(Beginning of Data supplied)

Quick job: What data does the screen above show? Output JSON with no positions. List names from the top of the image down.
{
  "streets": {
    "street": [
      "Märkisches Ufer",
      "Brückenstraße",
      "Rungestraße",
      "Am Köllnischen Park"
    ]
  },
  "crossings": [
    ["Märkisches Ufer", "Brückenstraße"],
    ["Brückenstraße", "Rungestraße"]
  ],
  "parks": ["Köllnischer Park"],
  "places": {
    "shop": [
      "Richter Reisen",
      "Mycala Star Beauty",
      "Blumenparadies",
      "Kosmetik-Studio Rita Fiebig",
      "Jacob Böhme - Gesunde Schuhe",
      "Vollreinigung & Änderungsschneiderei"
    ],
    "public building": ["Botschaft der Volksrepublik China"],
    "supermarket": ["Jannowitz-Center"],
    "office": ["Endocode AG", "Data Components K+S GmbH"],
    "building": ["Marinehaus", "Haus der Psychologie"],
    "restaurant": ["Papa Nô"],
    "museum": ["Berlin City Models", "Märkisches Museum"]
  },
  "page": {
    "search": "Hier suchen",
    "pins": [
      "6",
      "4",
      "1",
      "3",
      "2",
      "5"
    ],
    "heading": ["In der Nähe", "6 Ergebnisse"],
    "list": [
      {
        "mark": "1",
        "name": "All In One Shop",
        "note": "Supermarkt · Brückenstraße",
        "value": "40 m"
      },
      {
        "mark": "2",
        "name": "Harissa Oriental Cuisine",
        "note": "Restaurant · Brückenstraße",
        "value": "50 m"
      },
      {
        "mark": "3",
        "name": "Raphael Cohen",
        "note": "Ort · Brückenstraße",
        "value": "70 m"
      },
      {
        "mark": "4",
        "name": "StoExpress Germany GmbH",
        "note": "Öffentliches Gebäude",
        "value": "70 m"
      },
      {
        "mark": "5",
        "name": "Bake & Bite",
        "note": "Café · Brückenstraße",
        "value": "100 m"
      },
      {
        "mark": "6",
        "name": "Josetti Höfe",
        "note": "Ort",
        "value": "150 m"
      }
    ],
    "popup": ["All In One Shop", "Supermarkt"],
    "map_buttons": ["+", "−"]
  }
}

(End of Data supplied)

◆ **What you should do**:
Write the material out again word for word.

◆ **Your response**:
Quick job: What data does the screen above show? Output JSON with no positions. List names from the top of the image down.
{
  "streets": {
    "street": [
      "Märkisches Ufer",
      "Brückenstraße",
      "Rungestraße",
      "Am Köllnischen Park"
    ]
  },
  "crossings": [
    ["Märkisches Ufer", "Brückenstraße"],
    ["Brückenstraße", "Rungestraße"]
  ],
  "parks": ["Köllnischer Park"],
  "places": {
    "shop": [
      "Richter Reisen",
      "Mycala Star Beauty",
      "Blumenparadies",
      "Kosmetik-Studio Rita Fiebig",
      "Jacob Böhme - Gesunde Schuhe",
      "Vollreinigung & Änderungsschneiderei"
    ],
    "public building": ["Botschaft der Volksrepublik China"],
    "supermarket": ["Jannowitz-Center"],
    "office": ["Endocode AG", "Data Components K+S GmbH"],
    "building": ["Marinehaus", "Haus der Psychologie"],
    "restaurant": ["Papa Nô"],
    "museum": ["Berlin City Models", "Märkisches Museum"]
  },
  "page": {
    "search": "Hier suchen",
    "pins": [
      "6",
      "4",
      "1",
      "3",
      "2",
      "5"
    ],
    "heading": ["In der Nähe", "6 Ergebnisse"],
    "list": [
      {
        "mark": "1",
        "name": "All In One Shop",
        "note": "Supermarkt · Brückenstraße",
        "value": "40 m"
      },
      {
        "mark": "2",
        "name": "Harissa Oriental Cuisine",
        "note": "Restaurant · Brückenstraße",
        "value": "50 m"
      },
      {
        "mark": "3",
        "name": "Raphael Cohen",
        "note": "Ort · Brückenstraße",
        "value": "70 m"
      },
      {
        "mark": "4",
        "name": "StoExpress Germany GmbH",
        "note": "Öffentliches Gebäude",
        "value": "70 m"
      },
      {
        "mark": "5",
        "name": "Bake & Bite",
        "note": "Café · Brückenstraße",
        "value": "100 m"
      },
      {
        "mark": "6",
        "name": "Josetti Höfe",
        "note": "Ort",
        "value": "150 m"
      }
    ],
    "popup": ["All In One Shop", "Supermarkt"],
    "map_buttons": ["+", "−"]
  }
}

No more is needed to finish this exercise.